Making Tensors of pseudo-observations or precipitation rateΒΆ

This is analagous to the same process for prmsl observations except that it uses a different data source and normalisation.

Script to make a single tensor:

#!/usr/bin/env python

# Read in a field from 20CR as an Iris cube.
# Extract the values at the locations of DWR stations
# Convert them into a TensorFlow tensor.
# Serialise that and store it on $SCRATCH.

import tensorflow as tf
tf.enable_eager_execution()
import numpy

import IRData.twcr as twcr
import iris
import datetime
import argparse
import os

# Get the obs locations for Marxh 12, 1916
obs=twcr.load_observations_fortime(datetime.datetime(1916,3,12,6),
                                   version='2c')

import argparse
parser = argparse.ArgumentParser()
parser.add_argument("--year", help="Year",
                    type=int,required=True)
parser.add_argument("--month", help="Integer month",
                    type=int,required=True)
parser.add_argument("--day", help="Day of month",
                    type=int,required=True)
parser.add_argument("--hour", help="Hour of day (0 to 23)",
                    type=int,required=True)
parser.add_argument("--member", help="Ensemble member",
                    default=1,type=int,required=False)
parser.add_argument("--source", help="Data source",
                    default='20CR2c',type=str,required=False)
parser.add_argument("--variable", help="variable name",
                    default='prmsl',type=str,required=False)
parser.add_argument("--test", help="test data, not training",
                    action="store_true")
parser.add_argument("--opfile", help="tf data file name",
                    default=None,
                    type=str,required=False)
args = parser.parse_args()
if args.opfile is None:
    purpose='training'
    if args.test: purpose='test'
    args.opfile=(("%s/Machine-Learning-experiments/datasets/"+
                  "obs_1916/%s/%s/%s/%04d-%02d-%02d:%02d.tfd") %
                       (os.getenv('SCRATCH'),args.source,args.variable,purpose,
                        args.year,args.month,args.day,args.hour))
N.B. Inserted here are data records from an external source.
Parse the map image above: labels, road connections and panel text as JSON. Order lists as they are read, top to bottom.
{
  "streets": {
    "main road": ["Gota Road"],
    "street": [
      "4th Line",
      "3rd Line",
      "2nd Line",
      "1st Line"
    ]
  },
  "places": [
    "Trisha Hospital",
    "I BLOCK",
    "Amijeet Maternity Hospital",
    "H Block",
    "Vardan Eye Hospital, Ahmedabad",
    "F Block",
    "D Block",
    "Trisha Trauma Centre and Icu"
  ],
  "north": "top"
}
if not os.path.isdir(os.path.dirname(args.opfile)):
    os.makedirs(os.path.dirname(args.opfile))

if args.source=='20CR2c':
    ic=twcr.load(args.variable,datetime.datetime(args.year,args.month,
                                                args.day,args.hour),
                 version='2c')
    ic=ic.extract(iris.Constraint(member=args.member))
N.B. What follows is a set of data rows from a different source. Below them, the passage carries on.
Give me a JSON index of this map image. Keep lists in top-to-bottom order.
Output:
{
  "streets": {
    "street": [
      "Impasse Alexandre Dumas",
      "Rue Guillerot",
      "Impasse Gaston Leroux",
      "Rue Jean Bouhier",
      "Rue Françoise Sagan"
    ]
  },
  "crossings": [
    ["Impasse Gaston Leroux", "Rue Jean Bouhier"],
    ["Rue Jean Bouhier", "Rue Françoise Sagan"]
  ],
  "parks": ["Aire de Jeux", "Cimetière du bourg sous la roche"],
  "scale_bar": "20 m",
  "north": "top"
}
    #interpolator = iris.analysis.Linear().interpolator(ic, 
    #                               ['latitude', 'longitude'])
    ensemble=[]
    for index, row in obs.iterrows():
        ensemble.append(ic.interpolate(
                        [('latitude',row['Latitude']),
                         ('longitude',row['Longitude'])],
                        iris.analysis.Linear()).data.item())
    ensemble = numpy.array(ensemble, dtype=numpy.float32)
 
    # Normalise to mean=0, sd=1 (approx)
    if args.variable=='prmsl':
        ensemble -= 101325
        ensemble /= 3000
    elif args.variable=='air.2m':
        ensemble -= 280
        ensemble /= 50
    elif args.variable=='prate':
        pass
        # Don't normalise prate until later

else:
    raise ValueError('Source %s is not supported' % args.source)

# Convert to Tensor
ict=tf.convert_to_tensor(ensemble, numpy.float32)

# Write to tfrecord file
sict=tf.serialize_tensor(ict)
tf.write_file(args.opfile,sict)

Make the commands to generate all the required tensors. To be run in parallel.

#!/usr/bin/env python

# Make a list of the commands needed to make a few hundred tf data files
#  for training the autoencoder.

# Get one data file every 6 hours over the selected years 

# Do the same with 2009 to be test data

import os
import datetime

# Function to check if the job is already done for this timepoint
def is_done(year,month,day,hour,group):
    op_file_name=("%s/Machine-Learning-experiments/datasets/" +
                  "obs_1916/20CR2c/prate/" +
                  "%s/%04d-%02d-%02d:%02d.tfd") % (
                            os.getenv('SCRATCH'),group,
                            year,month,day,hour)
    if os.path.isfile(op_file_name):
        return True
    return False

f=open("run.prate.txt","w+")

start_day=datetime.datetime(1969,  1,  1,  0)
end_day  =datetime.datetime(1989, 12, 31, 23)

current_day=start_day
while current_day<=end_day:
    if not is_done(current_day.year,current_day.month,
                   current_day.day,current_day.hour,'training'):
        cmd=("./make_training_tensor.py --year=%d --month=%d" +
            " --day=%d --hour=%d --variable=prate \n") % (
               current_day.year,current_day.month,
               current_day.day,current_day.hour)
        f.write(cmd)
    current_day=current_day+datetime.timedelta(hours=6)
 
start_day=datetime.datetime(2009,  1,  1,  0)
end_day  =datetime.datetime(2009, 12, 31, 23)

current_day=start_day
while current_day<=end_day:
    if not is_done(current_day.year,current_day.month,
                   current_day.day,current_day.hour,'test'):
        cmd=("./make_training_tensor.py --year=%d --month=%d" +
            " --day=%d --hour=%d --variable=prate --test \n") % (
               current_day.year,current_day.month,
               current_day.day,current_day.hour)
        f.write(cmd)
    current_day=current_day+datetime.timedelta(hours=6)
   
f.close()